> **YOUR INSTRUCTIONS**: In the records that follow, find each line with "linecap" and pull it out.

***

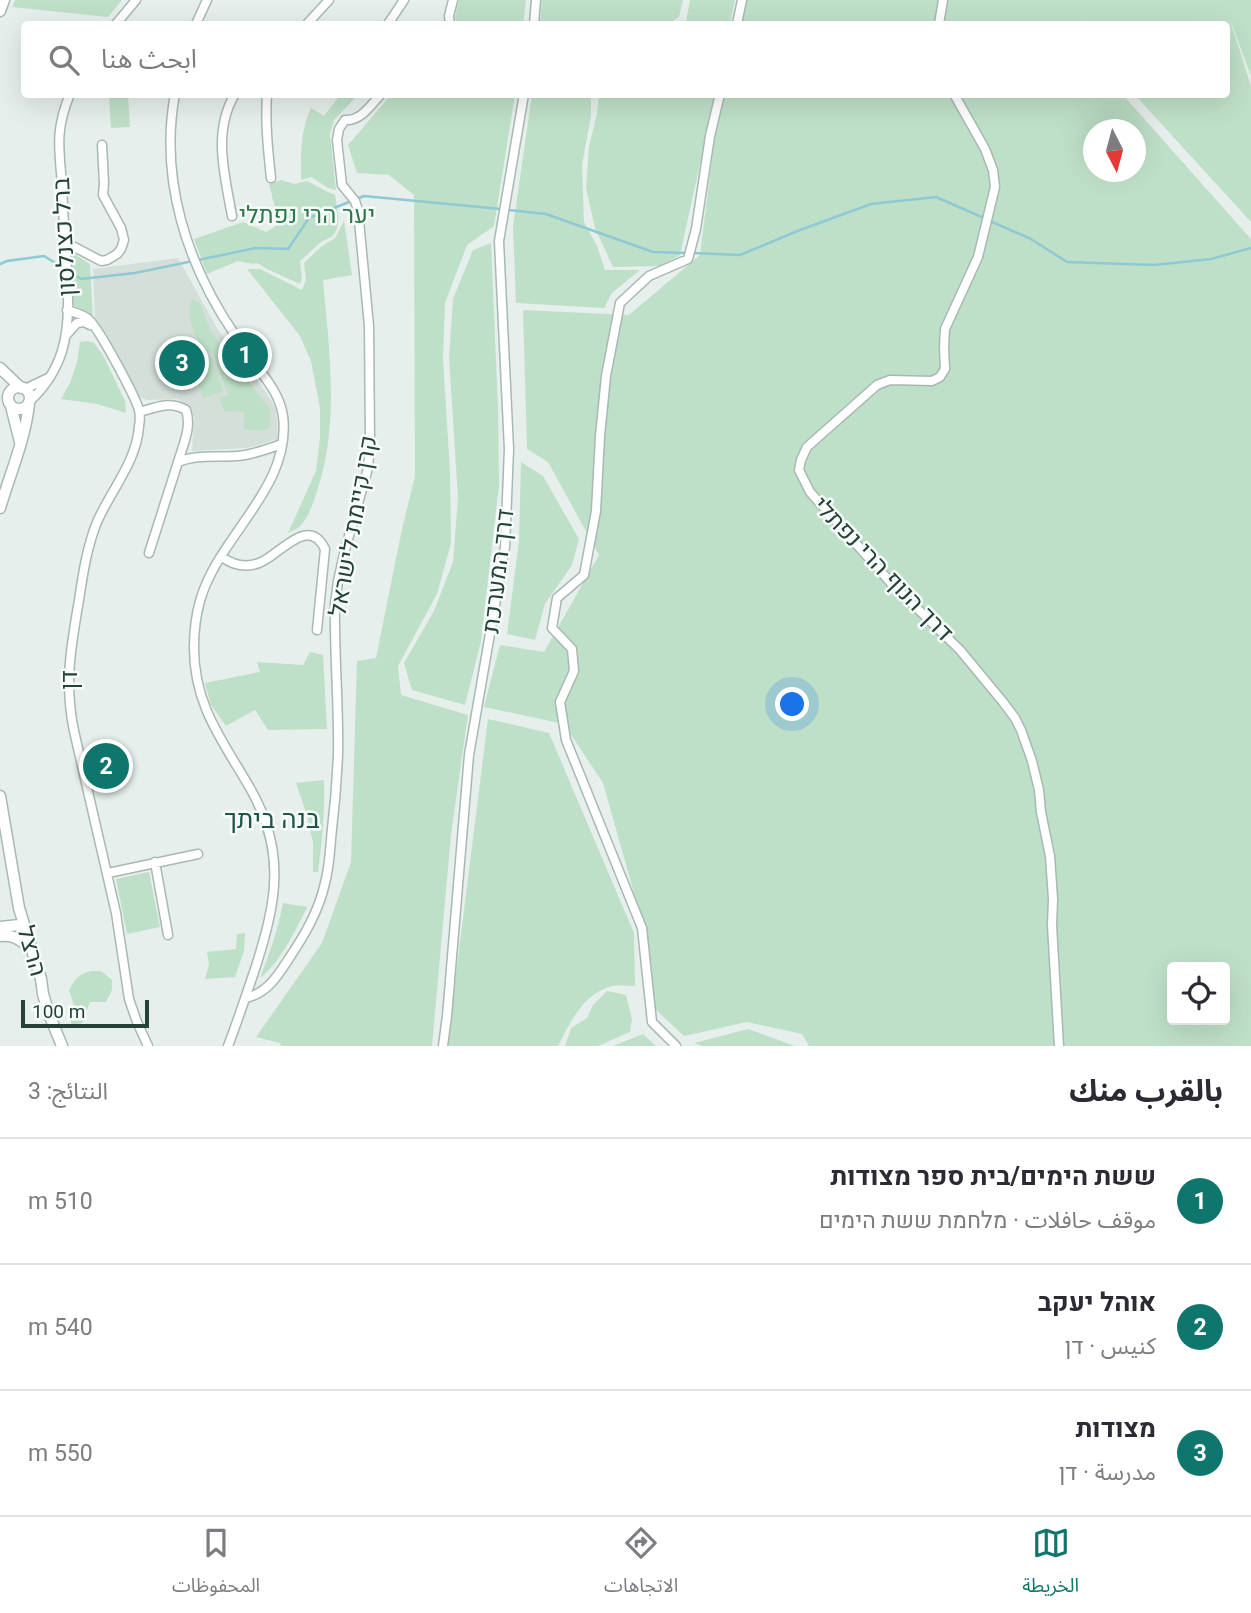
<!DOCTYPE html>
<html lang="ar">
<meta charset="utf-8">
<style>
body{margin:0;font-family:Roboto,"Noto Sans Arabic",Heebo,sans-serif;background:#f2f2f3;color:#2b2b33;direction:rtl}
.controls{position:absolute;right:21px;bottom:21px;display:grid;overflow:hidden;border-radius:7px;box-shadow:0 7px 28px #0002}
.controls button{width:63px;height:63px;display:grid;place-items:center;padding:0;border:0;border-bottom:2px solid #e1e1e2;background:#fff;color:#2b2b33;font:35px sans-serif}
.compass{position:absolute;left:1083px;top:119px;width:63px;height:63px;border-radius:50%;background:#fff;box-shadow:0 7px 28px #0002;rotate:174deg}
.scale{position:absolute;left:21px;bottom:18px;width:128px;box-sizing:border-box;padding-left:7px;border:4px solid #24423a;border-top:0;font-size:19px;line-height:24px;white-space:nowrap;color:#24423a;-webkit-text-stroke:5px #f7fbf9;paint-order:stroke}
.you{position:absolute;left:793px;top:705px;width:24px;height:24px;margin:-18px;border:5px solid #fff;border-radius:50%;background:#1a73e8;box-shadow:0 0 0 10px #1a73e833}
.badge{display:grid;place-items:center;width:46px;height:46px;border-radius:50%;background:#0f766e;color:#fff;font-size:23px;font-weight:700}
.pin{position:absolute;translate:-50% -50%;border:4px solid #fff;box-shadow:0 2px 7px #0006}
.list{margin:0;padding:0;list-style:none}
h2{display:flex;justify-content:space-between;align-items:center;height:91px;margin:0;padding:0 28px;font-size:30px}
h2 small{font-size:23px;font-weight:400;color:#7c7c81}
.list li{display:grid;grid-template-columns:46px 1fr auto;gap:21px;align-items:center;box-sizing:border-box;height:126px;padding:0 28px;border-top:2px solid #e1e1e2}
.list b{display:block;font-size:26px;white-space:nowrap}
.list p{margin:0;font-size:23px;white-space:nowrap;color:#7c7c81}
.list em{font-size:23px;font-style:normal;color:#7c7c81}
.icon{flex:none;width:38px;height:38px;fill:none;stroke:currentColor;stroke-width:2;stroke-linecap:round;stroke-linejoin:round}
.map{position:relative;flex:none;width:1251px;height:1046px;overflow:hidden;direction:ltr}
.search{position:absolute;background:#fff;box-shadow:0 7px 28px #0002;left:21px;right:21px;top:21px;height:77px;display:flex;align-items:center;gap:18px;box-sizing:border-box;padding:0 24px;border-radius:7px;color:#7c7c81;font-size:26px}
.sheet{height:469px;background:#fff}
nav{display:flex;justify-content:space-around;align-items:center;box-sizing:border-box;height:98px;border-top:2px solid #e1e1e2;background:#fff;font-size:19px;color:#7c7c81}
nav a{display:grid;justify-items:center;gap:4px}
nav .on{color:#0f766e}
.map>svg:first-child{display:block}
.built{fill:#d4dfda}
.green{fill:#bfe0c8;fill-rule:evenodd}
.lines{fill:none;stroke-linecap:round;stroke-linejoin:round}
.stream{stroke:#8ec9d4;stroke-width:2.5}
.minor-casing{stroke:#a8b8b2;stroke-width:11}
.tertiary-casing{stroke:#a8b8b2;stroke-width:13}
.minor{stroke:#fff;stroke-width:8}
.tertiary{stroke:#fff;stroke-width:10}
.labels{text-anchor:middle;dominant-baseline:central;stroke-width:5;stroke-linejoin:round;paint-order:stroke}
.park-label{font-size:24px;fill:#2d7a4b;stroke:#f7fbf9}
.street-label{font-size:24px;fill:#24423a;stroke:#f7fbf9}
.neighbourhood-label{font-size:26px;fill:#1f5548;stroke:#f7fbf9}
</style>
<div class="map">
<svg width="1251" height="1046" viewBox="0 0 1251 1046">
<rect width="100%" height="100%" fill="#e6efeb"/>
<path class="built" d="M 178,258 L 218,330 L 265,391 L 275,407 L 277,419 L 278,439 L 247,448 L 192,451 L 194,417 L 190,407 L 177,399 L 148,400 L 138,397 L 106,334 L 95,319 L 93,269 Z"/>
<path class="green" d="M 15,0 L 122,0 L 108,17 L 12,7 Z
M 459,0 L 526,0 L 523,24 L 457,24 L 455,17 Z
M 542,0 L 683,0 L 679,17 L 671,22 L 648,24 L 540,24 Z
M 690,0 L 735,0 L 730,24 L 680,24 L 686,22 Z
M 747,0 L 1251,0 L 1251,76 L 1228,14 L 1251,86 L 1251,222 L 1135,95 L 1226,94 L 1226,24 L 1084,24 L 1081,20 L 1081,24 L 741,24 Z
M 532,94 L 591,95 L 591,116 L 582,165 L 584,222 L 597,246 L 605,270 L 640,270 L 612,293 L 604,308 L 516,303 L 513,227 Z
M 109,95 L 128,95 L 130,127 L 111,128 Z
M 340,95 L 358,95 L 334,120 L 330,134 L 336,190 L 328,188 L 311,177 L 301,180 C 301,154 300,131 311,108 L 324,116 Z
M 391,95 L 515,95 L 494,226 L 467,245 L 445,303 L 443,359 L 450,472 L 451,543 L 437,594 L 398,666 L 401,695 L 468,715 L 451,835 L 432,1046 L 281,1046 L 280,1043 L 256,1037 L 322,943 L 351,862 L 357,661 L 376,658 L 402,529 L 415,476 L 414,195 L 389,175 L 357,173 L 348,145 Z
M 599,95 L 715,95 L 680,255 L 660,266 L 613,267 L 595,228 L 586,188 L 589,146 L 597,114 Z
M 723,95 L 1123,95 L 1251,239 L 1251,1046 L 809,1046 L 802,1034 L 747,1022 L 684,1036 L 655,1009 L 645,932 L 603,783 L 564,724 L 484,707 L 500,645 L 544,652 L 599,555 L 548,462 L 527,449 L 523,310 L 629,315 L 700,255 L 717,119 ZM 1094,130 L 1136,130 L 1136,172 L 1094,172 ZM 1172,967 L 1225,967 L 1225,1020 L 1172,1020 Z
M 281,180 L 294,184 L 307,181 L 326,191 L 335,195 C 337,208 343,228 331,237 C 328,239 324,240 321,242 C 313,248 308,255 300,261 L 302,278 L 300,284 L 267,269 L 257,263 L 253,264 L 238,261 L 207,274 L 194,239 L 243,222 L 266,232 L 279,224 L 269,184 Z
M 344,221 L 352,275 L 323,280 C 329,349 340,423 317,491 C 313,503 310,515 301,525 C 298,529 292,531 288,533 L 316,471 L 320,438 L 320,408 L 311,361 L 300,336 L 247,269 L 260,269 L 302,290 L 306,280 L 304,263 L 321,247 L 335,238 Z
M 491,243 L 498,407 L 499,485 L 481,641 L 465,705 L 412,690 L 404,663 L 434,611 L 453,562 L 458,498 L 449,358 L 453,299 L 473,250 Z
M 70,251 L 90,264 L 93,319 L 78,312 L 73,304 Z
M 192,299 L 200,303 L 211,332 L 270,409 L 270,429 L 257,431 L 244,429 L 244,412 L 224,411 L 219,398 L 228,395 L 213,353 L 202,350 C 195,335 184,315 192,299 Z
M 87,341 L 94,343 L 103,355 L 125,401 L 126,413 L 97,404 L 61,399 L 70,383 L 77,362 L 80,342 Z
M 210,355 L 223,391 L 203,398 L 190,362 Z
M 521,462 L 543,476 L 579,539 L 572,565 L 545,604 L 535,640 L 507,634 L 519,541 Z
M 310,652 L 323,655 L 327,729 L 268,730 L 255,710 L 226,726 L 211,705 L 205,683 L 260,672 L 257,662 L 303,665 Z
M 488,719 L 549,733 L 634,933 L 635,986 C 628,986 619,985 612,986 C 584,993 570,1022 558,1046 L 447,1046 Z
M 324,780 C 325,811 322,842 318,872 L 313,872 L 313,843 L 307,815 L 296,783 Z
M 149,872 L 160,927 L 127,934 L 116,879 Z
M 283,903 L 307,907 C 296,930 280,963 260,978 C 269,954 278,930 283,903 Z
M 245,933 L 244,951 L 235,977 L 205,979 L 209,964 L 207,952 L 236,949 L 237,934 Z
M 91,971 L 101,971 L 112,980 L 112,990 L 106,1002 L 90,1002 L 82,1023 L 72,1025 L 69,1017 C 76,1009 73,999 69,991 C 73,980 79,974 91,971 Z
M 607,991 L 626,995 L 632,1019 L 630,1032 L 598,1046 L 565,1046 L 571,1028 L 587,1018 L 593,1005 Z
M 748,1029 L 795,1046 L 702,1046 L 694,1043 Z
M 643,1034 L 656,1046 L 613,1046 Z"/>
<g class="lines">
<path class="stream" d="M 508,210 L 546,214 L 653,252 L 687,253
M 990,221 L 1031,239 L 1067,262 L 1154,265 L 1211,259 L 1251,248
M 693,253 L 740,255 L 800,230 L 871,204 L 936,197 L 984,218
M 0,264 L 7,261 L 44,256 L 81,279 L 135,273 L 256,248 L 288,249 L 309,218 L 364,196 L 501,209"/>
<defs>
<path id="minor" d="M 116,24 L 136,0
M 196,24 L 207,0
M 307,24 L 329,0
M 388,24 L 404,0
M 450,24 L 449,16 L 453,0
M 534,24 L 536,0
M 737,24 L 742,0
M 939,24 L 943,0
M 175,94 C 159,179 187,265 235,335 C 243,346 250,358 259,369 C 270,384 280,397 283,416 C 292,488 218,536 200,601 C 196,615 194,633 194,648 C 194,706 223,741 250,788 C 286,851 277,900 256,966 C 247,993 238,1020 228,1046
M 267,94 C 265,123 268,150 271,178
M 954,94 L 985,149 L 993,170 L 995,187 L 978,257 L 945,329 L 944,348 L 945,369 L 940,377 L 932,381 L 890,380 L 877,385 L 807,447 L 801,460 L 799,470 L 810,492 L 892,584 L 960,650 L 1003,702 L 1015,718 L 1021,730 L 1032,761 L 1039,790 L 1041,812 L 1050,856 L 1053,899 L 1052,925 L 1059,1046
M 232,216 C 225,176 212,132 235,94
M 65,242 L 101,261 L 107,260 L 117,254 L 121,249 L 124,240 L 121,228 L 103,195 L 104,183 L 102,145
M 67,310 C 73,312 81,314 87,318 C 97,324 135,396 139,410 C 140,415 140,421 139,426 C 137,461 111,490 97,522 C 87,547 83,573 79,600 C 71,646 64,684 74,731 L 116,913 L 129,999 L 137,1022 L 148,1046
M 67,334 L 77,323 L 84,322 L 90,325
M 25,389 L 48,378
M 30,401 C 44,388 56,370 62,351 C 71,321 68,286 66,255 C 64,231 63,208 62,184 C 59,148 55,130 70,94
M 140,412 C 156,407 170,401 186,410 C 192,427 183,445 178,462
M 149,553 L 178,462 C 199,453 222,459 245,455 C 257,453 270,448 282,444
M 222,557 C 233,565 246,568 259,563 C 279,556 308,514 325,549 L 317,630
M 155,862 L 168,935
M 108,873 L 198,854
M 246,998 C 267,993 277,977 288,960 C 304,936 319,911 325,883 C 330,865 330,847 332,829 C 335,804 337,779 338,754 C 339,704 334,654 335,604 L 338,581 L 345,550 L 368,468 L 370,443 L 369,326 L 358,210 L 355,201 L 342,185 L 337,140 L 339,129 L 345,120 C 361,121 371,105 381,94
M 443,1046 L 447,1016 L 469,755 L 505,547 L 509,449 L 499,241 L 524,94
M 676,1046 L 652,1022 L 642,928 L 566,740 L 560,702 L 574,671 L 572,649 L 552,628 L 557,598 L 584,575 L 596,511 L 600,436 L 606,376 L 620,303 L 649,276 L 688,259 L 696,229 L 710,136 L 720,94"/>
<path id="tertiary" d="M 0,11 L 4,0
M 0,368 L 21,388
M8 398a11 11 0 1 1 22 0a11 11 0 1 1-22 0Z
M 11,406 L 20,442
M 0,508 C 10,474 25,440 29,404
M 0,796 L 19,908 L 41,979 L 43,994 L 49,1014 L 62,1046
M 0,927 L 19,925 L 25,928
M 0,936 C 11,935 16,937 25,944"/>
</defs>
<use href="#minor" class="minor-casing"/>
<use href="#tertiary" class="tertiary-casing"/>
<use href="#minor" class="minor"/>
<use href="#tertiary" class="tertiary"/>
</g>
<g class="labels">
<g class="park-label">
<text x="307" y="215">יער הרי נפתלי</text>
</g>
<g class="street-label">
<text transform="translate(64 237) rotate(-93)">ברל כצנלסון</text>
<text transform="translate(353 526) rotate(-80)">קרן קיימת לישראל</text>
<text transform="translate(883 569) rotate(46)">דרך הנוף הרי נפתלי</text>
<text transform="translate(498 571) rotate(-83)">דרך המערכת</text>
<text transform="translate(69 680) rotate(-90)">דן</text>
<text transform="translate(32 951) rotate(74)">הרצל</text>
</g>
<g class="neighbourhood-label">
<text x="272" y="819">בנה ביתך</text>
</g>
</g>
</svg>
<div class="controls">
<button><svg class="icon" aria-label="locate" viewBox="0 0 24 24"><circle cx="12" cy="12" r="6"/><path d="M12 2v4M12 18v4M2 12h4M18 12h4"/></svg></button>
</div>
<svg class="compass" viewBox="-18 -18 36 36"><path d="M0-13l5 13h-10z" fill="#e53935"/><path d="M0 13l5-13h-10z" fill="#7c7c81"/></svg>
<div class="scale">100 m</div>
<div class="you"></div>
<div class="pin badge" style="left:245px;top:355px">1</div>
<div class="pin badge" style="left:106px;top:766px">2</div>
<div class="pin badge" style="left:182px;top:363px">3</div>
<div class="search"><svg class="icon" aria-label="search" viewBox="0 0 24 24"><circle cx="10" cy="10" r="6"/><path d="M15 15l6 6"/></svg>ابحث هنا</div>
</div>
<section class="sheet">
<h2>بالقرب منك<small>النتائج: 3</small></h2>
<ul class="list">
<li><span class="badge">1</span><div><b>ששת הימים/בית ספר מצודות</b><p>موقف حافلات · מלחמת ששת הימים</p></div><em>510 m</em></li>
<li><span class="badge">2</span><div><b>אוהל יעקב</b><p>كنيس · דן</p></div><em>540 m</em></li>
<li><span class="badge">3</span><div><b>מצודות</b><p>مدرسة · דן</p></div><em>550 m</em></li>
</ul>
</section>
<nav>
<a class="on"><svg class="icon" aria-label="map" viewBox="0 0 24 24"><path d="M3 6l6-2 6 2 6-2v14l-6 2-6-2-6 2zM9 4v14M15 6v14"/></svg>الخريطة</a>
<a><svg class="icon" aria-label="directions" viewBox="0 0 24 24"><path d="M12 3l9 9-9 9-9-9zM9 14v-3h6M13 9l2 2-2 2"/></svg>الاتجاهات</a>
<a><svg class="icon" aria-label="saved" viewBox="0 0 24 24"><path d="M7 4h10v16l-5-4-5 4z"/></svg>المحفوظات</a>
</nav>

***

> **WRITTEN RESPONSE**:
.icon{flex:none;width:38px;height:38px;fill:none;stroke:currentColor;stroke-width:2;stroke-linecap:round;stroke-linejoin:round}
.lines{fill:none;stroke-linecap:round;stroke-linejoin:round}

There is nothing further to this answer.